On February 27th, The Museum of Modern Art opened the fourth installment of their Issues in Contemporary Architecture series – Reconstructions: Architecture and Blackness in America. The exhibit, along with its accompanying publication, examines the intersections of architecture, Blackness and anti-Black racism, as well as contemporary architecture in the context of how systemic racism has fostered violent histories of discrimination and injustice in the U.S.
The ten commissioned projects in the exhibit take a look at how people have mobilized Black cultural spaces, forms and practices as sites of imagination, resistance and refusal. Emanuel Admassu, Germane Barnes, Sekou Cooke, J. Yolande Daniels, Felecia Davis, Mario Gooden, Walter Hood, Olalekan Jeyifous, V. Mitch McEwen and Amanda Williams respond to narratives and conditions. The architects, designers and artists involved each focused in on Atlanta, Brooklyn, Los Angeles, Miami, Nashville, New Orleans, Oakland, Pittsburgh, St. Louis and Syracuse through their individual projects. The exhibit also presents David Hartt’s new film, On Exactitude in Science (Watts), which looks to the dimensions of Black life and spaces in the Watts neighborhood of Los Angeles.

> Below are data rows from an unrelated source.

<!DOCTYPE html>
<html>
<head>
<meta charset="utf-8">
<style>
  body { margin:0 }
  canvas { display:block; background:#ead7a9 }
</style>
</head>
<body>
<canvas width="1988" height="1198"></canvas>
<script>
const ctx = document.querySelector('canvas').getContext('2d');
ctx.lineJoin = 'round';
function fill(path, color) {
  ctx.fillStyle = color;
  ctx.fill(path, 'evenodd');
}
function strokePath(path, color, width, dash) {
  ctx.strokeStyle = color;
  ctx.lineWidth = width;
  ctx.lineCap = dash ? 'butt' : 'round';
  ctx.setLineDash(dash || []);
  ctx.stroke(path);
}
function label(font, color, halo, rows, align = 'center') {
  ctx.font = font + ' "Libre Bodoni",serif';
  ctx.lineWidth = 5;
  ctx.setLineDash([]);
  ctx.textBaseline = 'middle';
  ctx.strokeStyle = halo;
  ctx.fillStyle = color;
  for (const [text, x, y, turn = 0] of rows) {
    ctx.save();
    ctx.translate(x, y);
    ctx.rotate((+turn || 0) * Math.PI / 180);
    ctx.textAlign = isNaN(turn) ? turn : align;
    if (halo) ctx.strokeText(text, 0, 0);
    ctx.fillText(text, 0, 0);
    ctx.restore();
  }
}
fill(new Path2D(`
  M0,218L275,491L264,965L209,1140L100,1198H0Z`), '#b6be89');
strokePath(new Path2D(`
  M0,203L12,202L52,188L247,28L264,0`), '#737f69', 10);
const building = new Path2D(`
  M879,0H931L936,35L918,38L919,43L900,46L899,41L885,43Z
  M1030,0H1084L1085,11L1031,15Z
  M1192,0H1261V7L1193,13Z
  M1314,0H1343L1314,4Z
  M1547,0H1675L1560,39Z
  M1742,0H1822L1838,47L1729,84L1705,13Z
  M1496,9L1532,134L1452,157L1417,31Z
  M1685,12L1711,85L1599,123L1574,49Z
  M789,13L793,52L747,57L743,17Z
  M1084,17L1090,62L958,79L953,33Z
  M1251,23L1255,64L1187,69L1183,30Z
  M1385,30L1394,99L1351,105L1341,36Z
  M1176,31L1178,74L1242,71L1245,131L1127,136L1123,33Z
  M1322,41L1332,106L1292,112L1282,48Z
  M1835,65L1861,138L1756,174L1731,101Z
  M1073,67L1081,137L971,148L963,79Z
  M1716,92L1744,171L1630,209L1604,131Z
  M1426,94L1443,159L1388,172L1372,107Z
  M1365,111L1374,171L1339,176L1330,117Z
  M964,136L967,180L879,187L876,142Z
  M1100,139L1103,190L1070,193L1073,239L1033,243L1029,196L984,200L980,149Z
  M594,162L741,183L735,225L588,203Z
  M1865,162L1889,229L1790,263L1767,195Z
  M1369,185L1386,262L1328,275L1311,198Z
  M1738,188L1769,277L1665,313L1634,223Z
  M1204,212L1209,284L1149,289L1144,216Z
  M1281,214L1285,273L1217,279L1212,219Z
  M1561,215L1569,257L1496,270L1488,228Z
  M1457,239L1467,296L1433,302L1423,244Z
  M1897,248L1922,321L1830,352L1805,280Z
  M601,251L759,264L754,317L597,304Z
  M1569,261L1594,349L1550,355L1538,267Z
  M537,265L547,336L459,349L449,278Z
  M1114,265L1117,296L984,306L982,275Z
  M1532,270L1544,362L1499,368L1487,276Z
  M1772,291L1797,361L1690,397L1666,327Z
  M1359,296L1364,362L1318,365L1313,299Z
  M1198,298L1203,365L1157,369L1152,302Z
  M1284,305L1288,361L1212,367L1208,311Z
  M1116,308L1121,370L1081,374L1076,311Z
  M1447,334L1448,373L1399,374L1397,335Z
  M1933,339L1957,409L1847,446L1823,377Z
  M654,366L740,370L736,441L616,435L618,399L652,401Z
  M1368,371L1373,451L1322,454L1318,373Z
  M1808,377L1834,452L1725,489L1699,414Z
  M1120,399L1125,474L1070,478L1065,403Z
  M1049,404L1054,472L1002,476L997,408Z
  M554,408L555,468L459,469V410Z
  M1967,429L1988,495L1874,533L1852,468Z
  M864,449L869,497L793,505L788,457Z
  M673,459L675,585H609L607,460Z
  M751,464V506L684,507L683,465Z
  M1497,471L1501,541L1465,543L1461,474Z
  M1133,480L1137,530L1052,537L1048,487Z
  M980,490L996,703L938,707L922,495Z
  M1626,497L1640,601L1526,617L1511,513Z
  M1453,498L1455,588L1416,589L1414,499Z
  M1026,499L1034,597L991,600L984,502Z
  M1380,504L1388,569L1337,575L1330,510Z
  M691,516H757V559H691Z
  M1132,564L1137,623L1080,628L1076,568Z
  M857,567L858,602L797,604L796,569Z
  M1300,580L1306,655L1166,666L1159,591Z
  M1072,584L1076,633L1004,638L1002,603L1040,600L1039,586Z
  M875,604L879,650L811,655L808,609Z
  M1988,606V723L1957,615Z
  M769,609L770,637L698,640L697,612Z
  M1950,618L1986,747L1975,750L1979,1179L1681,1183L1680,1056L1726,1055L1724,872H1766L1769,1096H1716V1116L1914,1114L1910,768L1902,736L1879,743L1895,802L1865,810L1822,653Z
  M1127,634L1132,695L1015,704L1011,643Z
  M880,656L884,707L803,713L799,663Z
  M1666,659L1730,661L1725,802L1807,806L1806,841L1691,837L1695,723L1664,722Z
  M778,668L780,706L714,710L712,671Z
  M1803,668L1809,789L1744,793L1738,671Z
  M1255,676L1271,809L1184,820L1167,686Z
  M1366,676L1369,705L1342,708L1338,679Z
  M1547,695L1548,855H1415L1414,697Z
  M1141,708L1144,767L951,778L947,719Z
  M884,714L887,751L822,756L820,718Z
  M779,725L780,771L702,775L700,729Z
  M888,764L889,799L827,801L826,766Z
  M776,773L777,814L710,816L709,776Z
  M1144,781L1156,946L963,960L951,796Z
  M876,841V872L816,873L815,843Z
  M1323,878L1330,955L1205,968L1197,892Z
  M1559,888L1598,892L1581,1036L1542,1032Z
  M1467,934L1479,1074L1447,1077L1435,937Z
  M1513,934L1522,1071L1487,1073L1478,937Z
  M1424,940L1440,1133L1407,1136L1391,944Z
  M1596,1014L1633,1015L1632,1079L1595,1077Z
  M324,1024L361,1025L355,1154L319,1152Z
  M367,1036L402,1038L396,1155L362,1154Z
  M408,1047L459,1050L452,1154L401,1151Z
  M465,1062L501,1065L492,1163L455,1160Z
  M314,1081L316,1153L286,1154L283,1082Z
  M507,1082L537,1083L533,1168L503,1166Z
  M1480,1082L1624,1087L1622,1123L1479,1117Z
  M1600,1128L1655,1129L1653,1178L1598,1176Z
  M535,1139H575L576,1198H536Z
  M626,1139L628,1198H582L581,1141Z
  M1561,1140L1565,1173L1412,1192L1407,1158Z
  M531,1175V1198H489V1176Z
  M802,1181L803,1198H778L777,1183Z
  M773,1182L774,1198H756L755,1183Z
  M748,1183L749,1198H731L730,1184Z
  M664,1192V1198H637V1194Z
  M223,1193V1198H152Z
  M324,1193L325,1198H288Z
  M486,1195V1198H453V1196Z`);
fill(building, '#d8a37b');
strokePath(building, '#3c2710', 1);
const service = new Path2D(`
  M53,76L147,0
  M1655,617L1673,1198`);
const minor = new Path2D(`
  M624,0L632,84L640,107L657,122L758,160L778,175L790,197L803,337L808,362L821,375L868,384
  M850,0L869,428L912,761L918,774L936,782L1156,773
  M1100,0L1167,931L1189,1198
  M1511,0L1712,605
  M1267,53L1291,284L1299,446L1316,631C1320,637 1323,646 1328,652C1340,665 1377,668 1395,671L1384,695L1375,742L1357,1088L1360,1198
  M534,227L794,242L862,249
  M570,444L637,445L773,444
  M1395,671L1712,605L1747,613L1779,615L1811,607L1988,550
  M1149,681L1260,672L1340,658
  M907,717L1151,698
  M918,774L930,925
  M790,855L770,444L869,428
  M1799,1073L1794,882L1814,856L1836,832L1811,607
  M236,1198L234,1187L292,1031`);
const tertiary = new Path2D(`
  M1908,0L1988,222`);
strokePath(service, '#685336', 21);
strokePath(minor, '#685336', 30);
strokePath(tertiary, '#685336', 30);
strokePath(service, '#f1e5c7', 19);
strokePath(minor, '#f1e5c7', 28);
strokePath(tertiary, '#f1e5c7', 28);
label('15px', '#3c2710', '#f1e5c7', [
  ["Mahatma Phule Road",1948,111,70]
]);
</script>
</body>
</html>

The accompanying publication includes essays by the curators, the advisory committee and invited scholars, as well as new photographs by artist David Hartt, commissioned for the exhibit. Designed by Brooklyn-based Morcos Key, the publication features texts and visual materials – photographs, reproduced drawings, digital renderings, images of models – by each of the ten exhibition participants.
If you’d like to see Reconstructions: Architecture and Blackness in America in person, it’s on view through May 31st on the third floor of MoMA. Appointments can be made online.